## Records
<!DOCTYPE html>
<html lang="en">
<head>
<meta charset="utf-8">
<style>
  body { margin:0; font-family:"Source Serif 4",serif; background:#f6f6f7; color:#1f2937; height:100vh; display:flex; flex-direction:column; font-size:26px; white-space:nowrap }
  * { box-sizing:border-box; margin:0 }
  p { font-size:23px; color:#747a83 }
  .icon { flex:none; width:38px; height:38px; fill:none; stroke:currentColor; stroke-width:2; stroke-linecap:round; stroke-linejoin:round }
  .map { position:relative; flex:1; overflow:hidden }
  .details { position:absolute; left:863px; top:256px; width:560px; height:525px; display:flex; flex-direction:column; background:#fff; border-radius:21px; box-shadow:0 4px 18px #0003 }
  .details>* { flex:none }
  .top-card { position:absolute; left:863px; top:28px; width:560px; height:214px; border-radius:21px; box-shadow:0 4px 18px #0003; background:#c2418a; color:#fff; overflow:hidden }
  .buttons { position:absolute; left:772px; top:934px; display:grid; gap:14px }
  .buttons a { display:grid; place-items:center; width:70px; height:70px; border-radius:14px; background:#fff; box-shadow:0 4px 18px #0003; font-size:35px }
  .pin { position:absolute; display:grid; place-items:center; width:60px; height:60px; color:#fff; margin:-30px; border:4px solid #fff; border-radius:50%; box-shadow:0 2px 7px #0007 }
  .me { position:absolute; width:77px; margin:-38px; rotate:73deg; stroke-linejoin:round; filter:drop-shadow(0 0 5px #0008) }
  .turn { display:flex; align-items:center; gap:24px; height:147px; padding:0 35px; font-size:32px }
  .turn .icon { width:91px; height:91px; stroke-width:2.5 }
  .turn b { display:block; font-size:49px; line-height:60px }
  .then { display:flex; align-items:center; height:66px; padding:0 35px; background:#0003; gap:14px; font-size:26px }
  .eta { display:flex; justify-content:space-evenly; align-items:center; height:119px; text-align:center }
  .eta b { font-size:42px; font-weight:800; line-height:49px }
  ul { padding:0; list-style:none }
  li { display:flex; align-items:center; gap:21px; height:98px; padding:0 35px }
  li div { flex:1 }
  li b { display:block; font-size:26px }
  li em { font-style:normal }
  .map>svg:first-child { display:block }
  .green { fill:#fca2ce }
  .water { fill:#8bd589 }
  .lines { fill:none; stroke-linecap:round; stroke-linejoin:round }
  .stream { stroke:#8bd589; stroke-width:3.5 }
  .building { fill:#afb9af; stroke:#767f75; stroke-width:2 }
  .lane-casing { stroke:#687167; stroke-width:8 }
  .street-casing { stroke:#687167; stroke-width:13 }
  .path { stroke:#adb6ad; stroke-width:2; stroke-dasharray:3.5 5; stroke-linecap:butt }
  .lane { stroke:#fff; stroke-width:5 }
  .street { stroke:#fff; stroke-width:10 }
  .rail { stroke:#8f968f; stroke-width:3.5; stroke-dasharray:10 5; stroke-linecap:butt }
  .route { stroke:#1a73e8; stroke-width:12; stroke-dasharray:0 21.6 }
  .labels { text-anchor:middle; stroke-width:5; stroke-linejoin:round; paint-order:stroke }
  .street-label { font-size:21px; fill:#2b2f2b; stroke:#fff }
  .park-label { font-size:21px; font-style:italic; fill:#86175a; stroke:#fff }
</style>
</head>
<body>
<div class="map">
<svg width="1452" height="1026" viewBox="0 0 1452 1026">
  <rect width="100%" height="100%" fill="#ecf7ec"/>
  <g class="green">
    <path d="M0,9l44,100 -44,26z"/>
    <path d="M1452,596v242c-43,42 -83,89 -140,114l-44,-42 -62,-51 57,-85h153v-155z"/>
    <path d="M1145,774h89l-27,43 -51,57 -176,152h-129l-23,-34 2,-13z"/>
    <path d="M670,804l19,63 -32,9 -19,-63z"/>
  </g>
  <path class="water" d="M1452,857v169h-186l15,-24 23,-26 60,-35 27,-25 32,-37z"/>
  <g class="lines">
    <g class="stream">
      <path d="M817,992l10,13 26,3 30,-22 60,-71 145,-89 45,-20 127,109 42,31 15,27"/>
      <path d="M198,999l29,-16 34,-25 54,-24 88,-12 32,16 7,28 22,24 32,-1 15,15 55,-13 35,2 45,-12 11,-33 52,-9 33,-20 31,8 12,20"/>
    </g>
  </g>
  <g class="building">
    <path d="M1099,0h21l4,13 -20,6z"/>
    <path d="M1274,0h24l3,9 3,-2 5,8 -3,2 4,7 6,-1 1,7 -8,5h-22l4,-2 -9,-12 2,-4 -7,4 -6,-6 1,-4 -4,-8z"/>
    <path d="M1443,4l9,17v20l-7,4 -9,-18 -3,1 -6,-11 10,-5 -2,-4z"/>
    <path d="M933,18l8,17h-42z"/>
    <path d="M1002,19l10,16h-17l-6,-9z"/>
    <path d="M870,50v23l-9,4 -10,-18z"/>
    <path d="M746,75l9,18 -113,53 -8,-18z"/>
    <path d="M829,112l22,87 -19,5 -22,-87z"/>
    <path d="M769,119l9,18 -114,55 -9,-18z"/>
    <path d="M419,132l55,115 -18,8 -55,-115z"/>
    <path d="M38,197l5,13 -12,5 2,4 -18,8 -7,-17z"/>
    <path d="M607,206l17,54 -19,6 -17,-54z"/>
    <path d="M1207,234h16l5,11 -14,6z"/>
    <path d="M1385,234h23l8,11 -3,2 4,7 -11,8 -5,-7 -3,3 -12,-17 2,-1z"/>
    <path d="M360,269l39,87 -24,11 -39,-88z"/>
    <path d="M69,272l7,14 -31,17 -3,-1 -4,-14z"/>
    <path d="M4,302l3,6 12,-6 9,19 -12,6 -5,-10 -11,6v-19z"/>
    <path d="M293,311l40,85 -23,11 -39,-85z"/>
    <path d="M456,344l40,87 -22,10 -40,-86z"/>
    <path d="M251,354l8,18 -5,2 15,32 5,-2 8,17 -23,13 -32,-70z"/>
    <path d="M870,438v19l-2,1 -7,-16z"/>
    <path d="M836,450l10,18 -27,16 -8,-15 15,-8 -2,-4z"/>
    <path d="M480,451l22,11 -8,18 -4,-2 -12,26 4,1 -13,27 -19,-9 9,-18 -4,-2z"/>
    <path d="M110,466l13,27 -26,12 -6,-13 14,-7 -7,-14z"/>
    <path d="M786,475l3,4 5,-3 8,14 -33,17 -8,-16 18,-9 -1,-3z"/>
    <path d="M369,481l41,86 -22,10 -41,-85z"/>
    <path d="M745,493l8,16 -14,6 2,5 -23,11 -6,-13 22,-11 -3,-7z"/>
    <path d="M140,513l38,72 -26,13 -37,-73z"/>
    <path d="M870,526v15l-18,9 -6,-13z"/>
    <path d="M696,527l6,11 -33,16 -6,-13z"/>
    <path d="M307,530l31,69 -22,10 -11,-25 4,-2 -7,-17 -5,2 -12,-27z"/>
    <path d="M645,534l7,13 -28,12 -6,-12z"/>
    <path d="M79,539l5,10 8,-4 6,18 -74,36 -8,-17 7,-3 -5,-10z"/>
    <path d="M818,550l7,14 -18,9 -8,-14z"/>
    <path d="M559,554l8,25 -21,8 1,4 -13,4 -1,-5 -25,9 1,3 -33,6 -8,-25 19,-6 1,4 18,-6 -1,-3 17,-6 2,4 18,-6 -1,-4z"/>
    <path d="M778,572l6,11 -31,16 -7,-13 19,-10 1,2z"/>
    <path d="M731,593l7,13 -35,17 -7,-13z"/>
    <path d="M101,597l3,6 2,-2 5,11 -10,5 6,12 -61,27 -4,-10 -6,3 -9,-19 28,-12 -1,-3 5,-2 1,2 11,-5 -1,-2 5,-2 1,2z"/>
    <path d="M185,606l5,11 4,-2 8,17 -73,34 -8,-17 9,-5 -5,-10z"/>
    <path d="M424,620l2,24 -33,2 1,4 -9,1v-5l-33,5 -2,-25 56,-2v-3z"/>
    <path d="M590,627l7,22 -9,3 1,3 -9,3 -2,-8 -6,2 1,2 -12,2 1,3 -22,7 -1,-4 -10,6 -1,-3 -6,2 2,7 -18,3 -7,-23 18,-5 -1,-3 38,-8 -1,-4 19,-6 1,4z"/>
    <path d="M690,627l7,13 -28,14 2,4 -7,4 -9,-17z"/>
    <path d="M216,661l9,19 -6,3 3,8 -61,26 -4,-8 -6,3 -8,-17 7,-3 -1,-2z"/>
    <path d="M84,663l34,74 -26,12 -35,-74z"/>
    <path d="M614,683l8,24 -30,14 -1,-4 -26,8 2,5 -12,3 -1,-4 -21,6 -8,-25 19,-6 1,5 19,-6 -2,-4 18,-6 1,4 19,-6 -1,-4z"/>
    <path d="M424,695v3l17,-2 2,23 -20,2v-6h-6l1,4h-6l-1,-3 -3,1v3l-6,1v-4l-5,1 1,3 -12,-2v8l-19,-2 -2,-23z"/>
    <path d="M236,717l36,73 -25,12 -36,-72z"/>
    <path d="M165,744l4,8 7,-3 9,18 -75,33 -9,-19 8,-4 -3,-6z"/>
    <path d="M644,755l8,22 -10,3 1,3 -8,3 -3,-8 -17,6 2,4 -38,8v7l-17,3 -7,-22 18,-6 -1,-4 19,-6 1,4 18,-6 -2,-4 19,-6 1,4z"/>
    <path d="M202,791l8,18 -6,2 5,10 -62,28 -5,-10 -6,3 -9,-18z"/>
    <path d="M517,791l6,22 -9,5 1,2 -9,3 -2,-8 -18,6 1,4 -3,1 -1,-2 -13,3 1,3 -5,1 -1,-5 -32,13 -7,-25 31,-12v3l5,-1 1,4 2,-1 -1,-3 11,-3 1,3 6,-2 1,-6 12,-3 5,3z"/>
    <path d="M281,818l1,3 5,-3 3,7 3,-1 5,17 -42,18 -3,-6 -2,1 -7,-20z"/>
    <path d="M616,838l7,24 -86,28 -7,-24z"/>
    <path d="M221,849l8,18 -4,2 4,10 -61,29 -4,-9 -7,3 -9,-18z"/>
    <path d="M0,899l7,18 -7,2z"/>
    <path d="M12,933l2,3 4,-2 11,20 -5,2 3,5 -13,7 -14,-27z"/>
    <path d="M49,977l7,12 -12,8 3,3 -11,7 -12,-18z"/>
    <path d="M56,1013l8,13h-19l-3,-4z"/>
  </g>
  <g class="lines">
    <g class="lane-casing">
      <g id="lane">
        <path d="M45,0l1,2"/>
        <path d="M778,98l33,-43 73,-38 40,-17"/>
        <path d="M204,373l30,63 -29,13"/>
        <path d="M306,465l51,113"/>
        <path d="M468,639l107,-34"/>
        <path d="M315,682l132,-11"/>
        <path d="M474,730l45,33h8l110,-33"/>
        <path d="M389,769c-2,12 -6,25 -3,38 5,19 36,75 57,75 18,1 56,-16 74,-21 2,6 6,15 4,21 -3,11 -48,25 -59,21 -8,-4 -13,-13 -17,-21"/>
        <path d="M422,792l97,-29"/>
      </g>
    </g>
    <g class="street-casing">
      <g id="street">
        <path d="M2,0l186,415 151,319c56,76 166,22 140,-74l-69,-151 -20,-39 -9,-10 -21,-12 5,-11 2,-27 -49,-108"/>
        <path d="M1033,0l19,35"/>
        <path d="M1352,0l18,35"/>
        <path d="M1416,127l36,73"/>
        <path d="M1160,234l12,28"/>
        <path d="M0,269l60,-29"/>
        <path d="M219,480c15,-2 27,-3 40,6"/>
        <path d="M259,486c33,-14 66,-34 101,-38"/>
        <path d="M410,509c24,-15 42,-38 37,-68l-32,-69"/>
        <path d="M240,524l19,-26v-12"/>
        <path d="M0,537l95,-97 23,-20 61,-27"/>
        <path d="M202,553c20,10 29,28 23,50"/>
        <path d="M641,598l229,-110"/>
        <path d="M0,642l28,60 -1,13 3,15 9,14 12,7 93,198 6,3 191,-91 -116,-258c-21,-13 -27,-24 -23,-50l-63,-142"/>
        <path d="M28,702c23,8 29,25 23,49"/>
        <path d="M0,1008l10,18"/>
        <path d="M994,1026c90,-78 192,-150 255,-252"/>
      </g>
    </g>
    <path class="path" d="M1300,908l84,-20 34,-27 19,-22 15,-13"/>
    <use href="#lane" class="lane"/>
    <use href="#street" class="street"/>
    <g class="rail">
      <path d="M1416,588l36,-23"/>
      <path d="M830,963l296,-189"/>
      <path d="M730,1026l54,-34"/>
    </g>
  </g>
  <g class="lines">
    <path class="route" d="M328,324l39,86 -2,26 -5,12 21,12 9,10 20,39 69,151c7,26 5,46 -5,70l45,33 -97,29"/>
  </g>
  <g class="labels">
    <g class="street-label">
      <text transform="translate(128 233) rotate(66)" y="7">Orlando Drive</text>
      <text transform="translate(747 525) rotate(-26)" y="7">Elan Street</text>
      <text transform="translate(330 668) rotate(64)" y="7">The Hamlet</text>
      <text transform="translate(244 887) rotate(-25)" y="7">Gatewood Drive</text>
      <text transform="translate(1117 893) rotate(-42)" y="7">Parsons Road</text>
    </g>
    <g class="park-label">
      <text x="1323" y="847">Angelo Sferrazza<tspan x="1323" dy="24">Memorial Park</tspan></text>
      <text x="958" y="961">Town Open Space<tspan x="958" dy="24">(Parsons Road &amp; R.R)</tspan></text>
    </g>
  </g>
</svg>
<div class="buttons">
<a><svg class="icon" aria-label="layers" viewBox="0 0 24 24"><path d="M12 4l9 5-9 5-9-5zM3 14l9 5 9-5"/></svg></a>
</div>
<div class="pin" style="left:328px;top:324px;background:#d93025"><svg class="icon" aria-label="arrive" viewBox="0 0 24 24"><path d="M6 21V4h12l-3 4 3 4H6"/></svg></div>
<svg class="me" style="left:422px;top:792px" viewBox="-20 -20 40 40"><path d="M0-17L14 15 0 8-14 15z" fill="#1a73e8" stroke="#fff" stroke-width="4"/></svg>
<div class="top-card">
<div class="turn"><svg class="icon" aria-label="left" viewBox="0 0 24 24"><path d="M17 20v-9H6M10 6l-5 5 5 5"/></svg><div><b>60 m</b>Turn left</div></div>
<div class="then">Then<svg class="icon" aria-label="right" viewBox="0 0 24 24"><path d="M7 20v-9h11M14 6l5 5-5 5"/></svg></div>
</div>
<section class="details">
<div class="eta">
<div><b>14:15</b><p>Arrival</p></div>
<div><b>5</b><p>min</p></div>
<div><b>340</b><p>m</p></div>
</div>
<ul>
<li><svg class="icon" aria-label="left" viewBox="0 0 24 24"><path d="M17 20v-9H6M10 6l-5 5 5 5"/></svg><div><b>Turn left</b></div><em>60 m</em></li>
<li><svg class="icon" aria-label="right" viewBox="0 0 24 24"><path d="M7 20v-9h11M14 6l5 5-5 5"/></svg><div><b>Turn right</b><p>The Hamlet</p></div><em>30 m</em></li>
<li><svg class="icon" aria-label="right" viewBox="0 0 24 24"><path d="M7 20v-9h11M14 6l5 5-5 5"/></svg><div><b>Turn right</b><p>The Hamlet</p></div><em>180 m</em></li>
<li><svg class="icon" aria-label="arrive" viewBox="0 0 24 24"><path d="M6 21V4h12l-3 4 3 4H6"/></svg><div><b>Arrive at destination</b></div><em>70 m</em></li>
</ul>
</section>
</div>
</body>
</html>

## Work required
Look through the data above for the string "place" and copy every line where it appears.

## Response
  .buttons a { display:grid; place-items:center; width:70px; height:70px; border-radius:14px; background:#fff; box-shadow:0 4px 18px #0003; font-size:35px }
  .pin { position:absolute; display:grid; place-items:center; width:60px; height:60px; color:#fff; margin:-30px; border:4px solid #fff; border-radius:50%; box-shadow:0 2px 7px #0007 }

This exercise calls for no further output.